Tamil script sample from the book English Through Pictures by I. A. Richards and Christine Gibson.
Tamil script sample from prefaces of the book English Through Pictures by I. A. Richards and Christine Gibson.

Dear Mr. Griffee,

Thanks for your kind words about my writings, especially I Am a Strange Loop. By coincidence, I am currently teaching a seminar on that very book to a mixture of grad students and undergraduates here at Indiana University, so I have been going through it very carefully recently. I’ve also been reading a book called “Consciousness and the Brain” by the French neurologist Stanislas Dehaene, which forms an amazing contrast with my book. Dehaene is constantly talking about anatomical details (like the prefrontal cortext and the hippocampus and thalamocortical relays, etc. etc.), and I feel almost lost in these details. Of course what and who we humans are has to do with brain structures like these, but I feel quite lost in these details, and Dehaene’s book doesn’t seem to be asking the same questions at all about self and soul and personal identity that I deal with in my book. But maybe that’s to be expected.

In any case, I’ve attached an image taken from the book English Through Pictures by I. A. Richards and Christine Gibson, published in 1956, and which I first became aware of in the late 1950s or early 1960s. The book had prefaces explaining how to use it in 41 different languages, among which were several from India and surrounding regions, including Hindi, Bengali, Tamil, Sinhalese, Telugu, and others. I was mesmerized by the swirly forms of these languages’ writing systems, and at that time I started obsessively copying them and imitating them and generalizing them and playing with them (first in pencil, then in ballpoint pen, and finally in felt-tip pen) — an intense activity that consumed me for several years, and that resulted in a long series of artistic explorations that I called “Whirly Art” (or rather, it was my sister Laura who playfully gave that name to these pieces of art).

Pieces of Whirly Art were felt-tip pen improvisations drawn on long, thin strips of paper, and which locally used curvilinear shapes influenced by many alphabets, and which globally tried to imitate multi-voiced time-evolving musical structures such as canons and fugues and so forth. In my pieces of Whirly Art, I started out relatively simply, imitating the swirls in the attached sample of Tamil text, but I gradually started making my forms more and more complex and intricate, until they became very elaborate structures. At first I was mostly visually imitating Bach-like polyphony, but later I tried doing “romantic” and “modern” Whirly Art (influenced by composers such as Chopin and Prokofiev). The felt-tip improvisations could be very long — a few of them exceeded 20 feet in length.

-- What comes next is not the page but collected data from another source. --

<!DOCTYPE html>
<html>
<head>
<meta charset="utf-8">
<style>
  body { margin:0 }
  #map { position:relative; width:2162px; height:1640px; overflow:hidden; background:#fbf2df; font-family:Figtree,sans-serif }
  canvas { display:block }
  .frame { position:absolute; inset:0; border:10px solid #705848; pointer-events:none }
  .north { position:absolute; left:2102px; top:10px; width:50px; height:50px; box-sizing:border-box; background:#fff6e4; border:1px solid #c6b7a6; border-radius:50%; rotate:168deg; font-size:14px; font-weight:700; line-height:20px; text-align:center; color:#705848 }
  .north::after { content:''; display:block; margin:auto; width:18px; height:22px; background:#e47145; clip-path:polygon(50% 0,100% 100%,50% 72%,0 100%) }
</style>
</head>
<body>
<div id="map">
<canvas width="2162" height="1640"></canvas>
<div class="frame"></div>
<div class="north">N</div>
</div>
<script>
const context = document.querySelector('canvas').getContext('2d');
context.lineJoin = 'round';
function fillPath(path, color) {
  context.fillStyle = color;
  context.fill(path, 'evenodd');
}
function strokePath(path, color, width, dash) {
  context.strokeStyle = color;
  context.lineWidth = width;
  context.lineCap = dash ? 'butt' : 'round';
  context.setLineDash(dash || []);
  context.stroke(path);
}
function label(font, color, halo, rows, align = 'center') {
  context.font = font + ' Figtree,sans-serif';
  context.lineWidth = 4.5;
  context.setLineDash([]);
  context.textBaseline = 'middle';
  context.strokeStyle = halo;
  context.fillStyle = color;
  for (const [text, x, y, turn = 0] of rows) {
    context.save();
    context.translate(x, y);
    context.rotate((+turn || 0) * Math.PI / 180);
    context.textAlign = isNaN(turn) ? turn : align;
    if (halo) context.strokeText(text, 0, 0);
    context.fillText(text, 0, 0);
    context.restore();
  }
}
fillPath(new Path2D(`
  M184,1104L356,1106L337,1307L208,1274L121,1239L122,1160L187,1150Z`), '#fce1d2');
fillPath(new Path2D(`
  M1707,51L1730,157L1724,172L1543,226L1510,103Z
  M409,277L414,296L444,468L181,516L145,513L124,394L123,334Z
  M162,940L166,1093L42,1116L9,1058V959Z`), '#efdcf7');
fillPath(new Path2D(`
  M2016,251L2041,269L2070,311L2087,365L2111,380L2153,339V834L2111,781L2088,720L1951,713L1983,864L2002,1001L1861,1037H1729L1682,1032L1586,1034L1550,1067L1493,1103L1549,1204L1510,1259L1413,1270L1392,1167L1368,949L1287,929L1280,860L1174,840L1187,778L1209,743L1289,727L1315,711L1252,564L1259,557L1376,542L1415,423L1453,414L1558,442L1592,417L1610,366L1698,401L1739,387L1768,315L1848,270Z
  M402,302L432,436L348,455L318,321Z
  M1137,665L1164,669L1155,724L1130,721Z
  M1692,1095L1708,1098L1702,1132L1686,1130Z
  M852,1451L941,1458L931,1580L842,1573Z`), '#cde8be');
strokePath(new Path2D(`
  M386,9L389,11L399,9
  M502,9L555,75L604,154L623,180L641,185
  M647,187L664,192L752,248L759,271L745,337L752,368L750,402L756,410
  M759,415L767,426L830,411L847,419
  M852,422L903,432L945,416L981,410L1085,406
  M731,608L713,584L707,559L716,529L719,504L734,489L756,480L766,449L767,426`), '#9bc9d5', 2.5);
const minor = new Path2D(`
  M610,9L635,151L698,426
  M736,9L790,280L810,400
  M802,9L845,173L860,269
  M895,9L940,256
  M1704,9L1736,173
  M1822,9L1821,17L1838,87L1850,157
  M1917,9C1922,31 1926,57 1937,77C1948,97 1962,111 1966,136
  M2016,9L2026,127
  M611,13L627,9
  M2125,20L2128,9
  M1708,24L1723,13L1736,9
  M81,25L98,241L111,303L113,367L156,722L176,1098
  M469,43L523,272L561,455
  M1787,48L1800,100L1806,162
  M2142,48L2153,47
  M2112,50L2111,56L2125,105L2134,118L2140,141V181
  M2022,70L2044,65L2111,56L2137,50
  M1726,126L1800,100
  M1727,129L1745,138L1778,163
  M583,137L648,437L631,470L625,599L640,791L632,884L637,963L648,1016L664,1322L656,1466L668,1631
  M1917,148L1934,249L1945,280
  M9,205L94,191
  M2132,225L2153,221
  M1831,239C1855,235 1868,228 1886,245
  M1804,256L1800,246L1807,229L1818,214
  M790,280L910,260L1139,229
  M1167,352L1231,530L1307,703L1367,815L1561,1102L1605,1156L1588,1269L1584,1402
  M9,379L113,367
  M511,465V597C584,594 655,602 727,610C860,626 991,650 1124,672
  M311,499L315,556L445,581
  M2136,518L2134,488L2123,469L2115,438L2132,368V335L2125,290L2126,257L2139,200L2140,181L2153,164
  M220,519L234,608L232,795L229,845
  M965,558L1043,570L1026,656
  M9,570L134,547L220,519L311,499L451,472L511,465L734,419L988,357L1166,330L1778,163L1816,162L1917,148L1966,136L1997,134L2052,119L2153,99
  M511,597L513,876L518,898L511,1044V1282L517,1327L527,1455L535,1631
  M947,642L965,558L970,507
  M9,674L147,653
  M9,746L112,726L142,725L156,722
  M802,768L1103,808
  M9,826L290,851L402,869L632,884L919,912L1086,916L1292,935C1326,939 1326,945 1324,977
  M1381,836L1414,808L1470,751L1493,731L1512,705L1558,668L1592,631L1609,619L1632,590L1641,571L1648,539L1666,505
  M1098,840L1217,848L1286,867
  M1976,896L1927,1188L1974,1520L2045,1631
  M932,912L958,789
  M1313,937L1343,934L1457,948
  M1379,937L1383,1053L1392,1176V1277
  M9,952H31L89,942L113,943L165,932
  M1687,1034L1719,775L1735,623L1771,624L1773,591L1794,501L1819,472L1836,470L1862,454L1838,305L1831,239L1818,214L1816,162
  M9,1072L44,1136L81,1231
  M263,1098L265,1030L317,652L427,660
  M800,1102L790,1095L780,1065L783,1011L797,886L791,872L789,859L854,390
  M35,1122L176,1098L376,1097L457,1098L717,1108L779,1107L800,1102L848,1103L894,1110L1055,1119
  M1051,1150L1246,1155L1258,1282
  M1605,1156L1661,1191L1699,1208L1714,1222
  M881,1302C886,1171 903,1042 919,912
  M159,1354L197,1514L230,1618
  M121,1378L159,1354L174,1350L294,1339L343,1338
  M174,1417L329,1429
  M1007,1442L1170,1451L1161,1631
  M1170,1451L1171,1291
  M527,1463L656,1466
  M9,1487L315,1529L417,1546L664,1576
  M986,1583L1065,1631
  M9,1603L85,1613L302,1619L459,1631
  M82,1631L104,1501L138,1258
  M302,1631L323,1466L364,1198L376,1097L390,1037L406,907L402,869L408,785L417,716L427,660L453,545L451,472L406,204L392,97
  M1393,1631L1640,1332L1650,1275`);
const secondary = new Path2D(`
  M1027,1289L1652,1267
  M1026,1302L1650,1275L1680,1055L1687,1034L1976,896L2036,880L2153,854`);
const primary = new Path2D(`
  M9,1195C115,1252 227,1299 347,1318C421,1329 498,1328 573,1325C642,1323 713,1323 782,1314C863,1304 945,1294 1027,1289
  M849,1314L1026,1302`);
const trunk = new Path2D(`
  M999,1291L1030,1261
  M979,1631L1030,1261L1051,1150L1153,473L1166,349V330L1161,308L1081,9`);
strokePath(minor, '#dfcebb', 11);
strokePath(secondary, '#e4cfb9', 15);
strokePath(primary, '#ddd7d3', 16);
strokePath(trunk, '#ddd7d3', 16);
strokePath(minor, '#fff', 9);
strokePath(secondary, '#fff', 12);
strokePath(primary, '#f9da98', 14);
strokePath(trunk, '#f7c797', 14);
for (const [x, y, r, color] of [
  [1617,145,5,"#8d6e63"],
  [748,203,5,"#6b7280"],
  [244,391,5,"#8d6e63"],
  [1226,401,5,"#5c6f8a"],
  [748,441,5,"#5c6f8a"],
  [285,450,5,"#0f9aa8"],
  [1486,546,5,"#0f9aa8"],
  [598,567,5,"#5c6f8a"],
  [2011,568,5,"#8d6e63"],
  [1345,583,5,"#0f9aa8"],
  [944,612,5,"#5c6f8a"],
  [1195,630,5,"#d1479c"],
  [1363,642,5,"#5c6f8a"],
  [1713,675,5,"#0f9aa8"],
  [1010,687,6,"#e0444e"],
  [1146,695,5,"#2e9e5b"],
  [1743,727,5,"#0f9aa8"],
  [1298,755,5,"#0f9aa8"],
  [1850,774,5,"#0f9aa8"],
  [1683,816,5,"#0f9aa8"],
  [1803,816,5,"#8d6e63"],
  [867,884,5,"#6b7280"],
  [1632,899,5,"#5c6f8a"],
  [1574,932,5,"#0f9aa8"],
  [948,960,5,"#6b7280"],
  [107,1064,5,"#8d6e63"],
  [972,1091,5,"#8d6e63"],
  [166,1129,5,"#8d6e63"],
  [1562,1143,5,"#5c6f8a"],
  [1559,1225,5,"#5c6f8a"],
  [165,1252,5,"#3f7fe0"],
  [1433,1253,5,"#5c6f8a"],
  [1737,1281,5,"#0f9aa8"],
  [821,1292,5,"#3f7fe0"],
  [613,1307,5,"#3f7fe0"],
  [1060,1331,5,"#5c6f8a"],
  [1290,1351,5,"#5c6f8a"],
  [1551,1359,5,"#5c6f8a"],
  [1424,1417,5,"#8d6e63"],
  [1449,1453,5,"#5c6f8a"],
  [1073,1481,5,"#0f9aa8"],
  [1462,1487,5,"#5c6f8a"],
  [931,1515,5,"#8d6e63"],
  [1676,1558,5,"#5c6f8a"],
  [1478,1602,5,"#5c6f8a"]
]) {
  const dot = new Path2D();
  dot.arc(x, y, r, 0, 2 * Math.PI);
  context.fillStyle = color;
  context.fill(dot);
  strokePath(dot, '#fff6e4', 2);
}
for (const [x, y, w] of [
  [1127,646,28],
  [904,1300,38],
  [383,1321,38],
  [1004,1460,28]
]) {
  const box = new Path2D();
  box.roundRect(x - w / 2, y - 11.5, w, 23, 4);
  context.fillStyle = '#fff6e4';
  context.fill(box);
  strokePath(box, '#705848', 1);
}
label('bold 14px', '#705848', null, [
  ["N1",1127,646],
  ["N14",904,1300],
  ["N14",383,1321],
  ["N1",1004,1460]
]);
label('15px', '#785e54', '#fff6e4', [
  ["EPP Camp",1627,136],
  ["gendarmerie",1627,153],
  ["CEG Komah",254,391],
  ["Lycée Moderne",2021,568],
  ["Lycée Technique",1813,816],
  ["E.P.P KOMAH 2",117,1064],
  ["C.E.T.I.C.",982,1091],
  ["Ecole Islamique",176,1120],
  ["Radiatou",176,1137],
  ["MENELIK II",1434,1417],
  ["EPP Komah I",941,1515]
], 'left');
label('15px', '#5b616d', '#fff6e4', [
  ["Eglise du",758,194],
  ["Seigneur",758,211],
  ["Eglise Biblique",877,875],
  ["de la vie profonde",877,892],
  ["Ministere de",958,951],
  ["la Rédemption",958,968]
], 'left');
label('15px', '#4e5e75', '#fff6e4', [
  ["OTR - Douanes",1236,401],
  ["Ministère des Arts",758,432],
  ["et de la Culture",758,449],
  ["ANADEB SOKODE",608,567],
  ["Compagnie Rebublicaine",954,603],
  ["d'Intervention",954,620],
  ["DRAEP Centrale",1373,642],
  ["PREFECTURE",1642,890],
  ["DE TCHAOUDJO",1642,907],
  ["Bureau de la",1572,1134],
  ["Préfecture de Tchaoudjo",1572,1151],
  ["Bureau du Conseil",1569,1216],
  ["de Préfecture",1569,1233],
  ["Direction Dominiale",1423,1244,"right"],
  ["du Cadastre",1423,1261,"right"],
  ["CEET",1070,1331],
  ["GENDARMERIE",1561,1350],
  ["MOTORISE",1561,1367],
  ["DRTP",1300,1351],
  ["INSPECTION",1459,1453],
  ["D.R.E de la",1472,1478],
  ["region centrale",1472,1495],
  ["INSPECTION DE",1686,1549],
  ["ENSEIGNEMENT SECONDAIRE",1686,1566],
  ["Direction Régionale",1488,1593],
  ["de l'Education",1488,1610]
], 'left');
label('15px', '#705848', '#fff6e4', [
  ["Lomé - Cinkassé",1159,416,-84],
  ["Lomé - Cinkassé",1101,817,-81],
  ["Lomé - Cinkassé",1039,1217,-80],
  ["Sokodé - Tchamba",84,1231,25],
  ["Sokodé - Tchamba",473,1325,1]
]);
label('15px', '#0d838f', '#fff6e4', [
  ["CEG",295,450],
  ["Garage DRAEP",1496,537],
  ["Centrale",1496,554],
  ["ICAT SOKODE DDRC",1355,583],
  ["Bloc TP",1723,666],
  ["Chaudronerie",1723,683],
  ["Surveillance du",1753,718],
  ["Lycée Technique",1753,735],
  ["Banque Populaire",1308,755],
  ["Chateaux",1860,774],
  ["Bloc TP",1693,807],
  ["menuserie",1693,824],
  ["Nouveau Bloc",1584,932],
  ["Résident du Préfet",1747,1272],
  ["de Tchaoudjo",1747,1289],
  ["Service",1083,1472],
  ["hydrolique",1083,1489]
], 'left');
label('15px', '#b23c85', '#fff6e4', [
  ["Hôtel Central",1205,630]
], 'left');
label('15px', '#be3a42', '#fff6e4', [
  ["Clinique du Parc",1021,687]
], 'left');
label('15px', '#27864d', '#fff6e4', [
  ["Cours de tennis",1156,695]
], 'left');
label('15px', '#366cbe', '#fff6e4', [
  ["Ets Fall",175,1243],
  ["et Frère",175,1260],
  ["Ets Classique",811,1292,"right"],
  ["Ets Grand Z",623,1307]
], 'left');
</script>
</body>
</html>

Doug and Whirly Art, c. 1980.
Doug and Whirly Art, c. 1980.

I’ve attached a photo of myself, probably around 1980, holding up one piece of Whirly Art — one of many hundreds that I produced in the years 1964–1971. (You can see a few other Whirly Art scrolls, wound up, at the bottom of the photo.) I tell some of the story of Whirly Art in my book Metamagical Themas, and I am hoping to come out with a full book devoted to my art in the next year or two, which hopefully will be called “My Wild Grace Chase”.

Tamil character.
Tamil “I” by me. —D.H.

In any case, I thought you might like adding this little sample of Tamil to your collection of inspirational images. I will add that there is one particular Tamil character that I specially love, and that is the leftmost character on the second line (also found later on that line, and in the middle of line 3, and a few other spots as well). I also love the rightmost character on the 6th line from the bottom, and many others. To me, the swirly forms of Tamil have an indescribable beauty that I just can’t get over. They (as well as forms from other related writing systems) have inspired me for my entire life. How can such beautiful, graceful shapes be the carriers of meaning? This was a mystery that constantly egged me on, constantly prodded me, constantly urged me to make my own artistic explorations, over a period of many years.

I guess that’s enough for now. I hope that this small contribution to your collection will please you. Thanks for asking me to participate.

All the best to you.

Sincerely,
Douglas Hofstadter.

P.S. — I see you wanted a URL. By that, I assume you mean a Website where people can read about me and my ideas. In that case, here is the best one:

https://prelectur.stanford.edu/lecturers/hofstadter/

On the site, you will find (under “Hofstadteriana”) an essay that I call my “stripped-e’s act” — namely, a six-page autobiography written under the constraint of never using the letter “e”. You might enjoy reading it.